Given records
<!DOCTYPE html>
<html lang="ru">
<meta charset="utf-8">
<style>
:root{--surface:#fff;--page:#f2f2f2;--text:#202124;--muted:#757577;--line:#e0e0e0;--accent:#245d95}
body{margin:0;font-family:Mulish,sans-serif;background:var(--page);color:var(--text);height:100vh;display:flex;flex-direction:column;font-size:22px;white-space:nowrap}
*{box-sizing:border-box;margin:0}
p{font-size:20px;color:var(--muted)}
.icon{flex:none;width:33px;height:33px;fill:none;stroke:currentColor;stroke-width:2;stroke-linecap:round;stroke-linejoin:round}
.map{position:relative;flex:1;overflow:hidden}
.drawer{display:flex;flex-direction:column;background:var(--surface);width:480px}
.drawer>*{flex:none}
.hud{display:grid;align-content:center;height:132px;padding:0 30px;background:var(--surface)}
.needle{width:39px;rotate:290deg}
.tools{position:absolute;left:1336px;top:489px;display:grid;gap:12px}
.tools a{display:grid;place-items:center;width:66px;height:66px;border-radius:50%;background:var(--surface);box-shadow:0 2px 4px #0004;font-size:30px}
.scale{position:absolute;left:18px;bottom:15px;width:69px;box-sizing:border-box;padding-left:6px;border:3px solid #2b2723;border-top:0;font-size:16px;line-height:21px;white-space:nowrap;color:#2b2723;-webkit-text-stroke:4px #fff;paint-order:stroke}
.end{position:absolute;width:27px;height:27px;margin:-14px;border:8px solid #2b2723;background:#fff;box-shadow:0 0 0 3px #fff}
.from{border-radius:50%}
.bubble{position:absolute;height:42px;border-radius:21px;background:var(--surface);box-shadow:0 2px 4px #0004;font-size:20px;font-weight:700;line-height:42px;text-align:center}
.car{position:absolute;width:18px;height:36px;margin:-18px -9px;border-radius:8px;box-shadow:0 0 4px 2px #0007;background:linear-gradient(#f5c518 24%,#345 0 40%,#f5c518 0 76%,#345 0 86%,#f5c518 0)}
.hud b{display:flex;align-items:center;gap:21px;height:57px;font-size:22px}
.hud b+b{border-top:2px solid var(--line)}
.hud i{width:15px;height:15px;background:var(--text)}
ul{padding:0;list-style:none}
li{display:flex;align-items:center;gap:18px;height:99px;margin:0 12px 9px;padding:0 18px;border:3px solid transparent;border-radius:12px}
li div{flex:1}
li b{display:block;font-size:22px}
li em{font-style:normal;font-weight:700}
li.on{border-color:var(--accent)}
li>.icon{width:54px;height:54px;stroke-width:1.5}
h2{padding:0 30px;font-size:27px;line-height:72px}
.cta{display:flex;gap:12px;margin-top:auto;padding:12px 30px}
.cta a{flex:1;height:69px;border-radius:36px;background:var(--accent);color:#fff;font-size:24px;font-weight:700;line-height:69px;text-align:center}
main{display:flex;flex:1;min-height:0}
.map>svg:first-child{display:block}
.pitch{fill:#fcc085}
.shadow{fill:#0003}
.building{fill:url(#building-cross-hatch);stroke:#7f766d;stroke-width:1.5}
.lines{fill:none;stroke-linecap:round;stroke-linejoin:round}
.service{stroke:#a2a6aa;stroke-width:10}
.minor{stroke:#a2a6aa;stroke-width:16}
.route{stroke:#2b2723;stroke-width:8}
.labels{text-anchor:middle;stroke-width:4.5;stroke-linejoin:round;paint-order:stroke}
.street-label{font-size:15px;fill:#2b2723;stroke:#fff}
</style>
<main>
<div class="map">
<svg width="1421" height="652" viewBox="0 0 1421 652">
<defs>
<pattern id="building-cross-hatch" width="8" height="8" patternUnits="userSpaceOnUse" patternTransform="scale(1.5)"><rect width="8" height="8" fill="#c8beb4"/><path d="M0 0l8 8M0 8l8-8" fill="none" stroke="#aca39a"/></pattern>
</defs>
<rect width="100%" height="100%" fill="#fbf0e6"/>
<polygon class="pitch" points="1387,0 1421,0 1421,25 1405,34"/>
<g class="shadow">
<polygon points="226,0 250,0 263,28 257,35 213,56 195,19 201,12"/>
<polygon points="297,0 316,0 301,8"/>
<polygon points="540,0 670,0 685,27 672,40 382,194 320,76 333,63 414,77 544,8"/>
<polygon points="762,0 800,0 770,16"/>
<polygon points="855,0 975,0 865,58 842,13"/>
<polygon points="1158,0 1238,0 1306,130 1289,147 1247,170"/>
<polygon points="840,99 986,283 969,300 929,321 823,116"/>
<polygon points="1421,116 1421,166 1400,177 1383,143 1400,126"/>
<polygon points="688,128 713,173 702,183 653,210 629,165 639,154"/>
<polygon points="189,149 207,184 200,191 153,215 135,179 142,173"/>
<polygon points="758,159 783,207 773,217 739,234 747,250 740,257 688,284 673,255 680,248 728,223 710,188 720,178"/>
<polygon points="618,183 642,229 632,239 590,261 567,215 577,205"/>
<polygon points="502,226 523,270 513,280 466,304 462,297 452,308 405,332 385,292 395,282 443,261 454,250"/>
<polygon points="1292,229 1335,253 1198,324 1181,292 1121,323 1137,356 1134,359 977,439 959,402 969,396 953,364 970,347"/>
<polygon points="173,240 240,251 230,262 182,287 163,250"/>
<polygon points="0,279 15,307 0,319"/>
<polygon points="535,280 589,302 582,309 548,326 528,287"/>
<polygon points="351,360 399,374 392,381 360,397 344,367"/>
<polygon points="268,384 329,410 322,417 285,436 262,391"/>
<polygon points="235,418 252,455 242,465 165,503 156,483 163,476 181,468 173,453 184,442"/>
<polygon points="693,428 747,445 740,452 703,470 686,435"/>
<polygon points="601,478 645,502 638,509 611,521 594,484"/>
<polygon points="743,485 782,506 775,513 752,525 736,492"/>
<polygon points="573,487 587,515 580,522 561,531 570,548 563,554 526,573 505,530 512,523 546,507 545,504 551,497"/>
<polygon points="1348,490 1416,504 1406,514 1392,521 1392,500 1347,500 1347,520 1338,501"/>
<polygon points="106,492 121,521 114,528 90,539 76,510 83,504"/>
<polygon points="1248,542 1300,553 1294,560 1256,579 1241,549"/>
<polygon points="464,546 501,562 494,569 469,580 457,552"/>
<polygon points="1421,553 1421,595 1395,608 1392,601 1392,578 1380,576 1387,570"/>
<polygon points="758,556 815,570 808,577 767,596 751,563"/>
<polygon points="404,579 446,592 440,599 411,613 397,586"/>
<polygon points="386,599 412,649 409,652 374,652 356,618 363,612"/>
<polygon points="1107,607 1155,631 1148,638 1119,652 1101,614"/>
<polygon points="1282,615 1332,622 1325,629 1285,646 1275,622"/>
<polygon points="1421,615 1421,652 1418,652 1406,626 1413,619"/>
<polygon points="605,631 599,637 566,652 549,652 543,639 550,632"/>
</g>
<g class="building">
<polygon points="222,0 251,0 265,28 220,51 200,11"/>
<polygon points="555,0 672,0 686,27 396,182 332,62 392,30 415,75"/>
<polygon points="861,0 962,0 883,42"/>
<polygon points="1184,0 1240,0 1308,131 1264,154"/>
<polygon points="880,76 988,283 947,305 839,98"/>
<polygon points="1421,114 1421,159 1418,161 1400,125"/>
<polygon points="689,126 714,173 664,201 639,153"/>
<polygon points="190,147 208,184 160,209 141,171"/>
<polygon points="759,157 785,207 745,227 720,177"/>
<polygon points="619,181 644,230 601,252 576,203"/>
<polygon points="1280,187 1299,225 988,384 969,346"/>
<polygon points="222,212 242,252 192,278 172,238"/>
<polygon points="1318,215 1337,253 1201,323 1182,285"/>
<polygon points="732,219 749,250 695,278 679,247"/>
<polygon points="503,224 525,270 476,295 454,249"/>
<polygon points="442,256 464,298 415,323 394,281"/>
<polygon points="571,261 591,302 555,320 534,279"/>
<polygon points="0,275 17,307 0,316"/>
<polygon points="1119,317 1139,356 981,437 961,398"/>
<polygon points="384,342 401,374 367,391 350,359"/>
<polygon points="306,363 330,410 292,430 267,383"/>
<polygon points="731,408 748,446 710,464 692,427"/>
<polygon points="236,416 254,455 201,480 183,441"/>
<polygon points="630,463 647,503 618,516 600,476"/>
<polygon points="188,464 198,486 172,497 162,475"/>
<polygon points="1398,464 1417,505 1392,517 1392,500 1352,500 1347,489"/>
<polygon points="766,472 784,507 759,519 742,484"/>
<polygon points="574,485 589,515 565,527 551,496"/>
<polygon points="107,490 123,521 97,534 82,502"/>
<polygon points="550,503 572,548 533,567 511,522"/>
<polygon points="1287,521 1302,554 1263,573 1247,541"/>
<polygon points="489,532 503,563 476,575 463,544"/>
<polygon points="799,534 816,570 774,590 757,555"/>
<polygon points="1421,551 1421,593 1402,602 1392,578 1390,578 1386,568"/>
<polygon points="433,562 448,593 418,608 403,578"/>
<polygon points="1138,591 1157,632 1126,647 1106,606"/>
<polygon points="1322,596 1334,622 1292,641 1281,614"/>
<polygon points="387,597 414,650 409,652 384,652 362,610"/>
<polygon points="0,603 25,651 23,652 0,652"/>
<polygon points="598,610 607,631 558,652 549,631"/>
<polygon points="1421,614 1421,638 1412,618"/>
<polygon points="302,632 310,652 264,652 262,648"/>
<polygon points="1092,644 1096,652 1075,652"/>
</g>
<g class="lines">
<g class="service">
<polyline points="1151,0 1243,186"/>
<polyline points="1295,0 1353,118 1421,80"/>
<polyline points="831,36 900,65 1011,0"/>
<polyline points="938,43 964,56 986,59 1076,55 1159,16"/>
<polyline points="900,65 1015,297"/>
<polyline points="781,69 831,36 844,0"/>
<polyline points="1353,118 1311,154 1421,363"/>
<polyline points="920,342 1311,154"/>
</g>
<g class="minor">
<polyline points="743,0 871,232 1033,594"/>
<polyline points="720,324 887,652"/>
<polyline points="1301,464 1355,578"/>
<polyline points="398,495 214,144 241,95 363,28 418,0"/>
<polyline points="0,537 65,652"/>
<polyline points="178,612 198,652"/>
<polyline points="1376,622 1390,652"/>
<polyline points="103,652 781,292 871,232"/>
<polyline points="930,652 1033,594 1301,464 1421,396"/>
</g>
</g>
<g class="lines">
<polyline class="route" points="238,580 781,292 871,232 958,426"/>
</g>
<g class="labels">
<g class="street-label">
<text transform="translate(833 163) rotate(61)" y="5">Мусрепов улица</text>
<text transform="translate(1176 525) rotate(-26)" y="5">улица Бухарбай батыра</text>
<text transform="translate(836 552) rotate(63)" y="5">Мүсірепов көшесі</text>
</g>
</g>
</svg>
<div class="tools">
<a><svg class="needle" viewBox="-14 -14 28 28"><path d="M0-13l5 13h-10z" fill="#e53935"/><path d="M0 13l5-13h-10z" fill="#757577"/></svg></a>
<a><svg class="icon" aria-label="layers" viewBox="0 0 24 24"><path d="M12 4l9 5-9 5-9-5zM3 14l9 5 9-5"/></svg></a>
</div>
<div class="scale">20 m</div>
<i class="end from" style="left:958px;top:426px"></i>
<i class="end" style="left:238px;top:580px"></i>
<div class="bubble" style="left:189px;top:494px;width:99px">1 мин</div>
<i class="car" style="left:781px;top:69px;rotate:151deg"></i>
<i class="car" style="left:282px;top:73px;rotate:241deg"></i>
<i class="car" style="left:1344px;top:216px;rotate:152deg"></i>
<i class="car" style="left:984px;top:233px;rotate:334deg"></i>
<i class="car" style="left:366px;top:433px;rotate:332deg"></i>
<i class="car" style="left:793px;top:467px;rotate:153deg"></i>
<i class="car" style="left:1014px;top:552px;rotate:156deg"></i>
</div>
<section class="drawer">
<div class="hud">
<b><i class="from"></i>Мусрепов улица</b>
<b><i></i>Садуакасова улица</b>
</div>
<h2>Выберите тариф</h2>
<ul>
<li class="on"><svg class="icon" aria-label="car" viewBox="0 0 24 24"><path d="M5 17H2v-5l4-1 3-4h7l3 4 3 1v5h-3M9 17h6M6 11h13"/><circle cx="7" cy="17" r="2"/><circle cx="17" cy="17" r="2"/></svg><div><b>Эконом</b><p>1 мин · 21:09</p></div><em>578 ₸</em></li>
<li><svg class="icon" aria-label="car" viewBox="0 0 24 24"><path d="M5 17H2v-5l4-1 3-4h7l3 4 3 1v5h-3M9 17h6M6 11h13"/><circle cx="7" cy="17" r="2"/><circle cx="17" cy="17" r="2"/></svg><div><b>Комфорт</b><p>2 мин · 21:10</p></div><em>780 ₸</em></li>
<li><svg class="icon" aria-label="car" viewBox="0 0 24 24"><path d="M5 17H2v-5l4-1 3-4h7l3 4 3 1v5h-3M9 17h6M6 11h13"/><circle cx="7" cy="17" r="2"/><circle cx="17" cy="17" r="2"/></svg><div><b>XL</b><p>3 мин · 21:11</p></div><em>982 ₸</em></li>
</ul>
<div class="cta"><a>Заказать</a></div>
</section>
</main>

Task statement
Say how many lines of the data include the string "sizing". Nothing other than the number should be given.

Answer section
2